Still, could (should) have been better. Compared to 2014 and 2018, the Democrats did much better on several counts: they ran better candidates and contested more seats; and they did a better job of getting out their vote. Trump didn't get a popular opinion honeymoon after he took office. He was deeply offensive to most Democrats from the start, and everything he did prodded them to resist more fervently. That's what motivated people to run, to campaign, to organize, and ultimately to vote, and often to win -- although even some of the losses, like Beto O'Rourke in Texas, or Stacey Abrams in Georgia, were close enough they seemed like progress.

On the other hand, Trump and the Republicans haven't lost much ground.
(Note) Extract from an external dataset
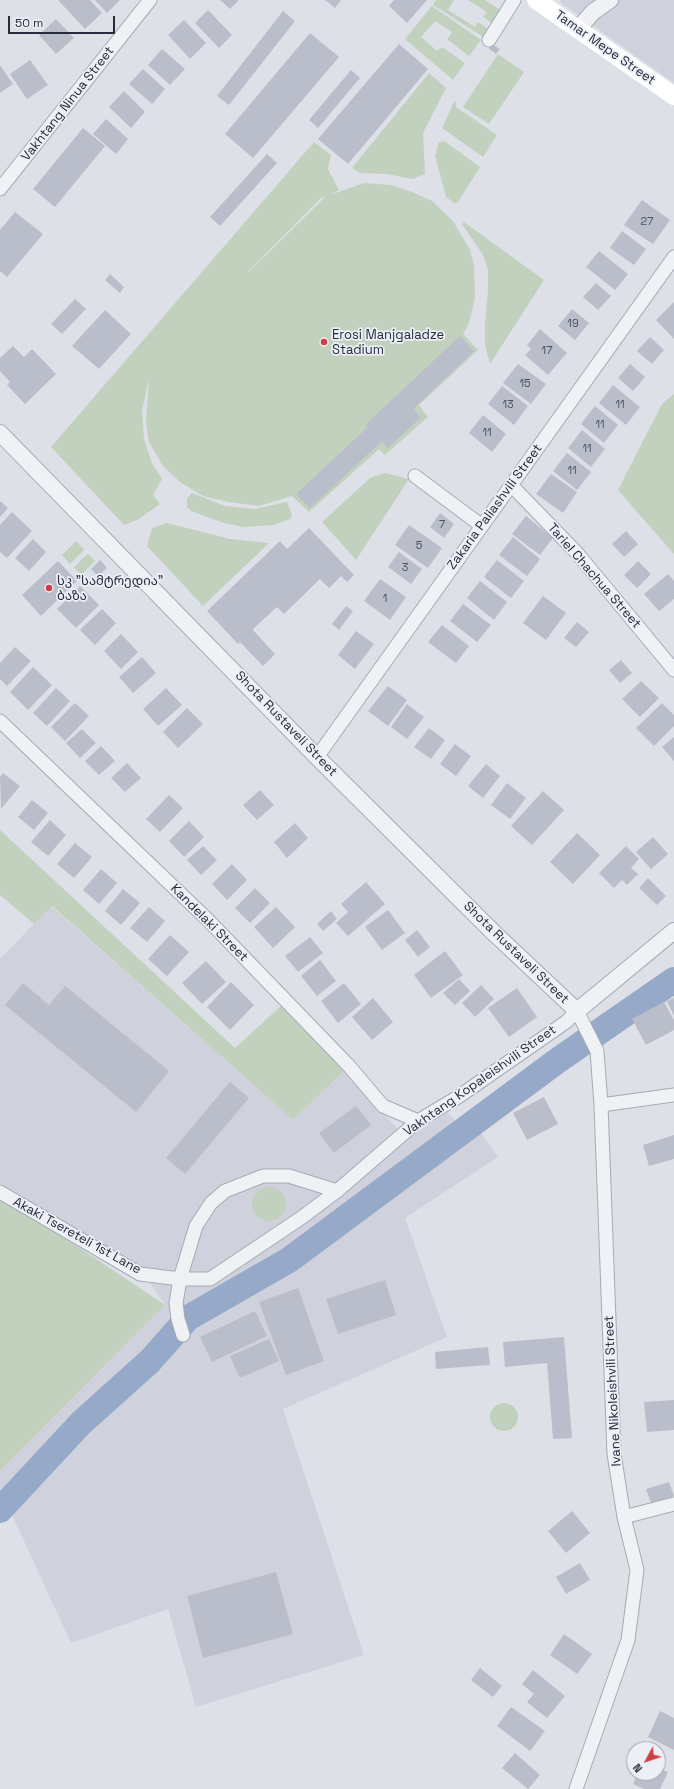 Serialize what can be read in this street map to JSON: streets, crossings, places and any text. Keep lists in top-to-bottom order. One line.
{"streets":{"main road":["Tamar Mepe Street"],"street":["Vakhtang Ninua Street","Zakaria Paliashvili Street","Tariel Chachua Street","Shota Rustaveli Street","Kandelaki Street","Vakhtang Kopaleishvili Street","Akaki Tsereteli 1st Lane","Ivane Nikoleishvili Street"]},"crossings":[["Zakaria Paliashvili Street","Tariel Chachua Street"],["Zakaria Paliashvili Street","Shota Rustaveli Street"],["Shota Rustaveli Street","Vakhtang Kopaleishvili Street"],["Shota Rustaveli Street","Ivane Nikoleishvili Street"],["Kandelaki Street","Vakhtang Kopaleishvili Street"],["Vakhtang Kopaleishvili Street","Akaki Tsereteli 1st Lane"],["Vakhtang Kopaleishvili Street","Ivane Nikoleishvili Street"]],"places":["Erosi Manjgaladze Stadium","სკ \"სამტრედია\" ბაზა"],"house_numbers":["27","19","17","15","13","11","11","11","11","11","7","5","3","1"],"scale_bar":"50 m","north":"bottom left"}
They've done a lot of things that in themselves are very unpopular -- the big corporate tax cut, for instance, and they dodged blame for ACA repeal only by failing to pass it -- but their base has held firm, they still have a lot of money, a strong captive media, and a very effective ground game. Of course, it helped that the economy hasn't capsized yet, that their reckless foreign policy hasn't led to major wars, that their corporate deregulation hasn't produced major disasters yet, and that only a few of their corrupt minions have been convicted or indicted. On the other hand, their global warming denialism is beginning to wear thin with major hurricanes and an unprecedentedly horrific fire season. Branch Rickey used to say that luck is the residue of design. Trump's political designs are so faulty that it's unlikely his luck will hold.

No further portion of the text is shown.